(Beginning of MATERIAL PROVIDED)

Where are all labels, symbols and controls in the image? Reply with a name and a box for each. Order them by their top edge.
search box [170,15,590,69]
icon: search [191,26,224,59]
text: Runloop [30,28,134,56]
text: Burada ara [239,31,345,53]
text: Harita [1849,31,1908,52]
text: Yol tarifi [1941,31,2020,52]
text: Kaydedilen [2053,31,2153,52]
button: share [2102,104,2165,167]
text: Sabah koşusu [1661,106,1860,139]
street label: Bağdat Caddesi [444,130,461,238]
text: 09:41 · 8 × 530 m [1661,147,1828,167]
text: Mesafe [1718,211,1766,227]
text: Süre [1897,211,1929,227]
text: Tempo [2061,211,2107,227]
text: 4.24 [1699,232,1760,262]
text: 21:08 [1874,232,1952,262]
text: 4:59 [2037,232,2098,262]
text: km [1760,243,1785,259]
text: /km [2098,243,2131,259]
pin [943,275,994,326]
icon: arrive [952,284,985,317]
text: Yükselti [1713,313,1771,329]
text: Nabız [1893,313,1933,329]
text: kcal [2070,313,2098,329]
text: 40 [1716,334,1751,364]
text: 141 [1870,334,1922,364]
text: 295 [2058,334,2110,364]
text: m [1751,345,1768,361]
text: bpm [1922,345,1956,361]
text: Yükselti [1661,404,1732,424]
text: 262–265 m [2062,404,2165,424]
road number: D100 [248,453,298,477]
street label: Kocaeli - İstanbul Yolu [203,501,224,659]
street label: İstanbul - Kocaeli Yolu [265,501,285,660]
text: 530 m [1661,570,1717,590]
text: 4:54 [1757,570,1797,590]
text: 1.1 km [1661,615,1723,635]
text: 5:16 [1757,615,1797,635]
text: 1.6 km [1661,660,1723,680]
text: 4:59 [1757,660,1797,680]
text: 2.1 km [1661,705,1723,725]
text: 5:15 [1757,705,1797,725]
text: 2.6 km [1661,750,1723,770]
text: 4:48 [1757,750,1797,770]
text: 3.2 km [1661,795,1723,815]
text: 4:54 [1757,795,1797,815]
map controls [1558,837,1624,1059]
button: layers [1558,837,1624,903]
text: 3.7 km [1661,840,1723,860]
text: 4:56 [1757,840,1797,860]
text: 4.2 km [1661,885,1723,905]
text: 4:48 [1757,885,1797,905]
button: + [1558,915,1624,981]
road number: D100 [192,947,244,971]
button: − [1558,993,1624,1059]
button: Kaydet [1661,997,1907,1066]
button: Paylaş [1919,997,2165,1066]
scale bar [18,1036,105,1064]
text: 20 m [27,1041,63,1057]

(End of MATERIAL PROVIDED)

Each record above has to be repeated word for word.

Where are all labels, symbols and controls in the image? Reply with a name and a box for each. Order them by their top edge.
search box [170,15,590,69]
icon: search [191,26,224,59]
text: Runloop [30,28,134,56]
text: Burada ara [239,31,345,53]
text: Harita [1849,31,1908,52]
text: Yol tarifi [1941,31,2020,52]
text: Kaydedilen [2053,31,2153,52]
button: share [2102,104,2165,167]
text: Sabah koşusu [1661,106,1860,139]
street label: Bağdat Caddesi [444,130,461,238]
text: 09:41 · 8 × 530 m [1661,147,1828,167]
text: Mesafe [1718,211,1766,227]
text: Süre [1897,211,1929,227]
text: Tempo [2061,211,2107,227]
text: 4.24 [1699,232,1760,262]
text: 21:08 [1874,232,1952,262]
text: 4:59 [2037,232,2098,262]
text: km [1760,243,1785,259]
text: /km [2098,243,2131,259]
pin [943,275,994,326]
icon: arrive [952,284,985,317]
text: Yükselti [1713,313,1771,329]
text: Nabız [1893,313,1933,329]
text: kcal [2070,313,2098,329]
text: 40 [1716,334,1751,364]
text: 141 [1870,334,1922,364]
text: 295 [2058,334,2110,364]
text: m [1751,345,1768,361]
text: bpm [1922,345,1956,361]
text: Yükselti [1661,404,1732,424]
text: 262–265 m [2062,404,2165,424]
road number: D100 [248,453,298,477]
street label: Kocaeli - İstanbul Yolu [203,501,224,659]
street label: İstanbul - Kocaeli Yolu [265,501,285,660]
text: 530 m [1661,570,1717,590]
text: 4:54 [1757,570,1797,590]
text: 1.1 km [1661,615,1723,635]
text: 5:16 [1757,615,1797,635]
text: 1.6 km [1661,660,1723,680]
text: 4:59 [1757,660,1797,680]
text: 2.1 km [1661,705,1723,725]
text: 5:15 [1757,705,1797,725]
text: 2.6 km [1661,750,1723,770]
text: 4:48 [1757,750,1797,770]
text: 3.2 km [1661,795,1723,815]
text: 4:54 [1757,795,1797,815]
map controls [1558,837,1624,1059]
button: layers [1558,837,1624,903]
text: 3.7 km [1661,840,1723,860]
text: 4:56 [1757,840,1797,860]
text: 4.2 km [1661,885,1723,905]
text: 4:48 [1757,885,1797,905]
button: + [1558,915,1624,981]
road number: D100 [192,947,244,971]
button: − [1558,993,1624,1059]
button: Kaydet [1661,997,1907,1066]
button: Paylaş [1919,997,2165,1066]
scale bar [18,1036,105,1064]
text: 20 m [27,1041,63,1057]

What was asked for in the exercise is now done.